Edge in Iowa hard to find among key groups

ByABC News
January 2, 2008, 1:07 AM

DES MOINES -- Democratic candidates are having a hard time gaining advantage among women and union members, two groups that could determine who wins the Iowa caucuses on Thursday. The two top Republicans are in the same near-deadlock when it comes to voters who say the next president should be a fiscal conservative.

Women break even for Sens. Hillary Rodham Clinton and Barack Obama 32% apiece in a new Des Moines Register poll despite Clinton's appeal as a pioneer and her push for women's support. And for all their union endorsements, Clinton and former senator John Edwards are in a three-way tie with Obama among labor households.

"I like what she says. I like it that she's a woman," Beth Davis-Fleming says of Clinton, who is endorsed by her union, the American Federation of State, County and Municipal Employees (AFSCME). But Davis-Fleming, 61, of Marshalltown, is a precinct captain for Obama.

On the Republican side, the Register poll shows former Arkansas governor Mike Huckabee, a Baptist minister, besting former Massachusetts governor Mitt Romney almost 2-to-1 among voters who say it's more important for the next president to be a social conservative.

Those who prefer a fiscally conservative president are a larger group 41% in the poll versus 26% who say they prefer a social conservative.

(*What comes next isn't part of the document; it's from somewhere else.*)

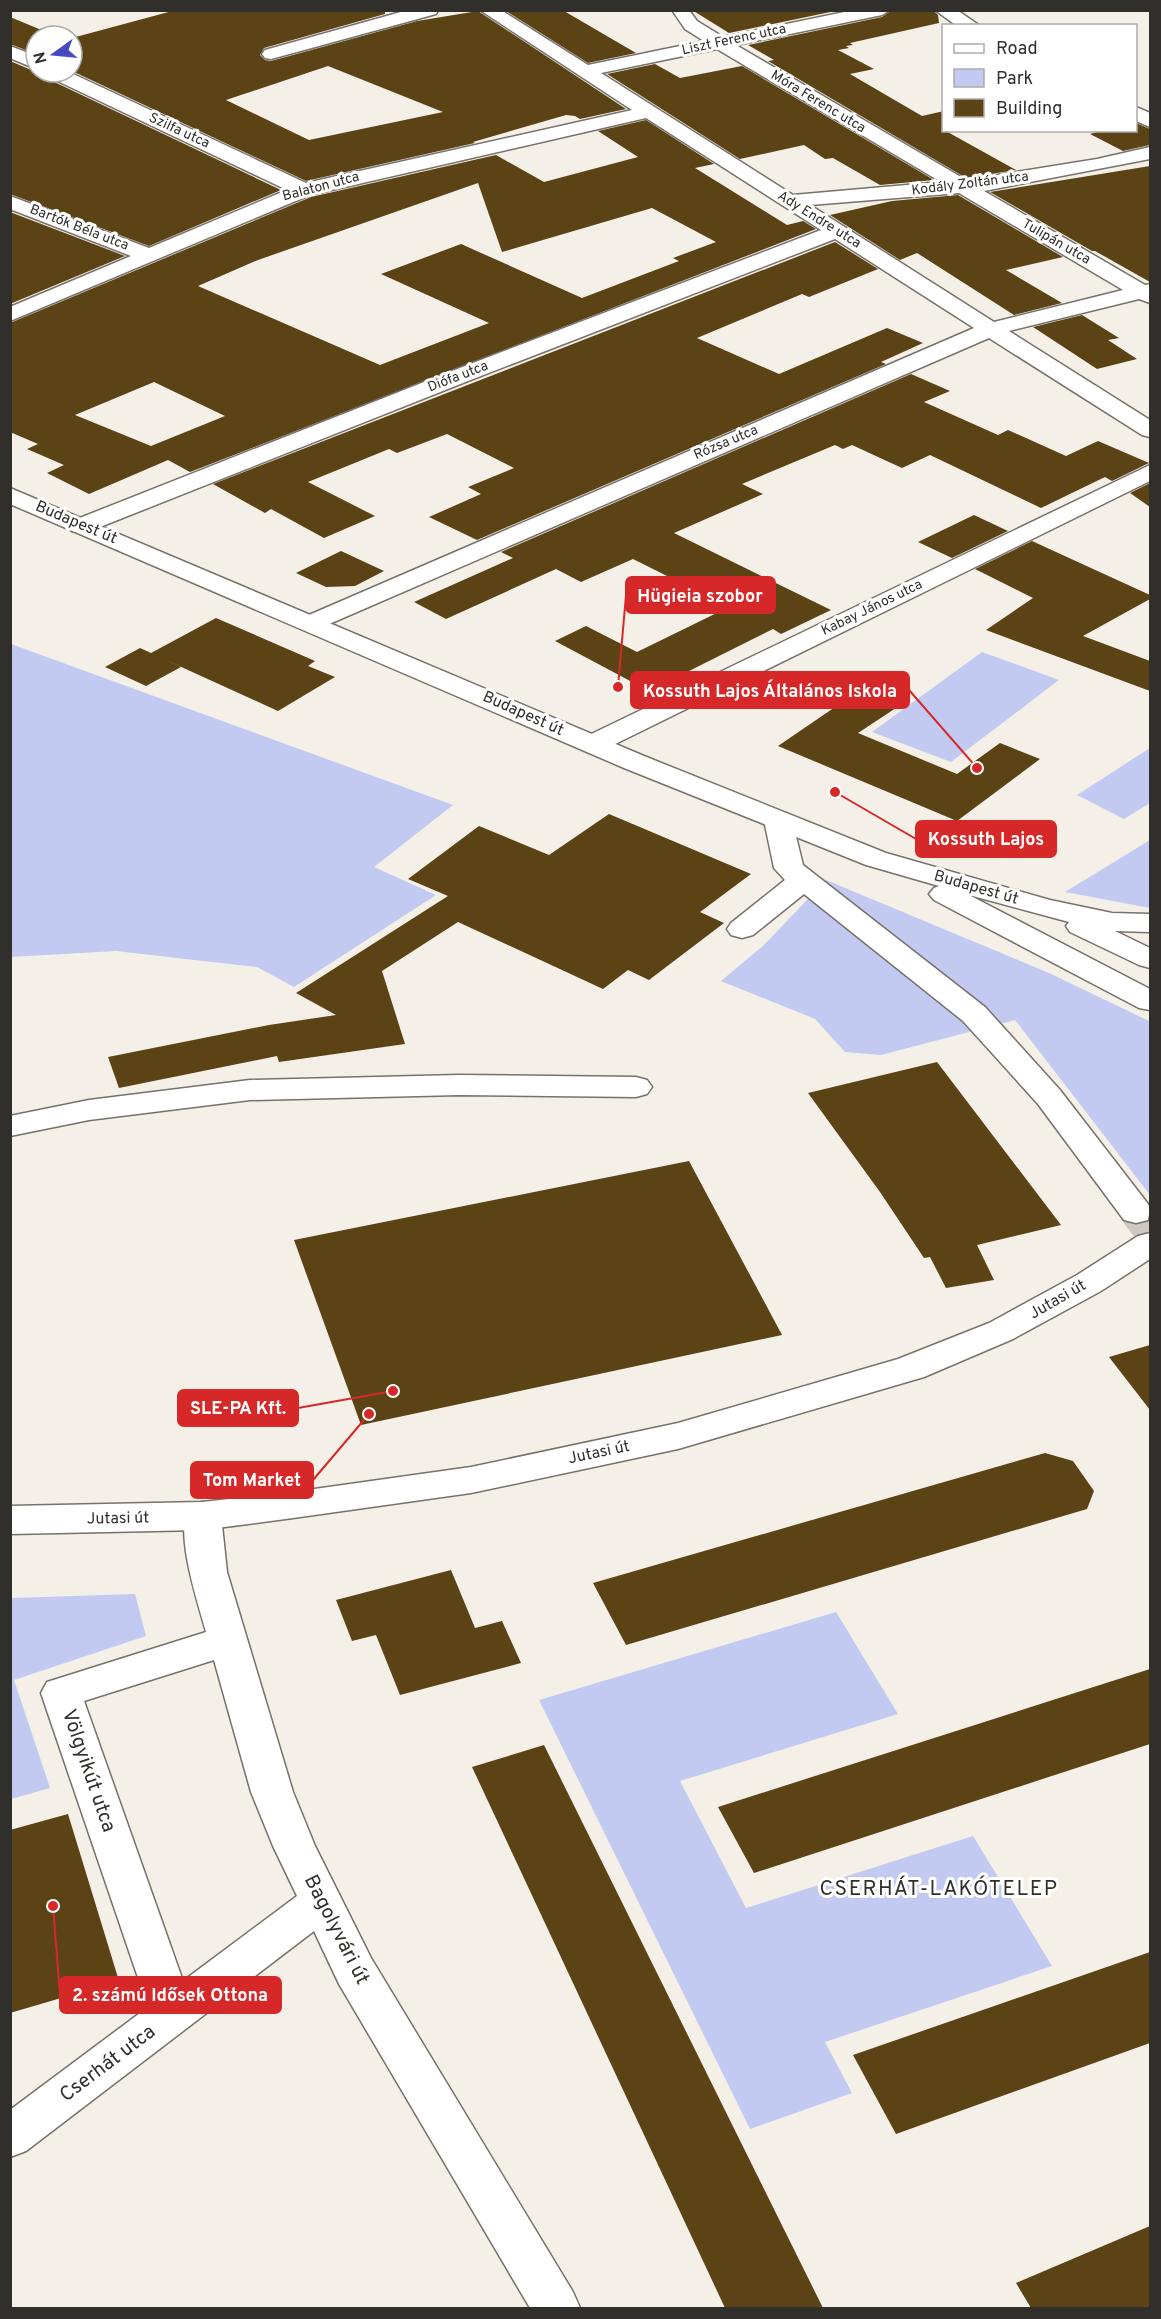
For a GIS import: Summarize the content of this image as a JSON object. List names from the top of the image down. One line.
{"streets":{"street":["Liszt Ferenc utca","Móra Ferenc utca","Szilfa utca","Kodály Zoltán utca","Balaton utca","Ady Endre utca","Bartók Béla utca","Tulipán utca","Diófa utca","Rózsa utca","Budapest út","Kabay János utca","Jutasi út","Völgyikút utca","Bagolyvári út","Cserhát utca"]},"crossings":[["Liszt Ferenc utca","Móra Ferenc utca"],["Liszt Ferenc utca","Ady Endre utca"],["Móra Ferenc utca","Kodály Zoltán utca"],["Móra Ferenc utca","Tulipán utca"],["Szilfa utca","Balaton utca"],["Kodály Zoltán utca","Ady Endre utca"],["Kodály Zoltán utca","Tulipán utca"],["Balaton utca","Ady Endre utca"],["Balaton utca","Bartók Béla utca"],["Ady Endre utca","Diófa utca"],["Ady Endre utca","Rózsa utca"],["Tulipán utca","Rózsa utca"],["Diófa utca","Budapest út"],["Rózsa utca","Budapest út"],["Budapest út","Kabay János utca"],["Jutasi út","Bagolyvári út"],["Völgyikút utca","Bagolyvári út"],["Völgyikút utca","Cserhát utca"],["Bagolyvári út","Cserhát utca"]],"districts":["CSERHÁT-LAKÓTELEP"],"places":["Hügieia szobor","Kossuth Lajos Általános Iskola","Kossuth Lajos","SLE-PA Kft.","Tom Market","2. számú Idősek Ottona"],"legend":["Road","Park","Building"],"north":"left"}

Romney has just a slight edge among the larger group in the Register poll, leading Huckabee 29% to 25%. That's despite his business background and heat Huckabee has taken from the anti-tax Club For Growth for raising some taxes as governor.

John Gilliland, senior vice president of the 1,300-company Association of Business and Industry, says Romney built an early business base but then became preoccupied with defining himself on social issues. Other candidates gained ground, he says, and now "we have members in nearly every camp."

Fiscal conservatives "are all over the map. There's no consensus" on a candidate, says Don Racheter, head of a free-market think tank in Mount Pleasant.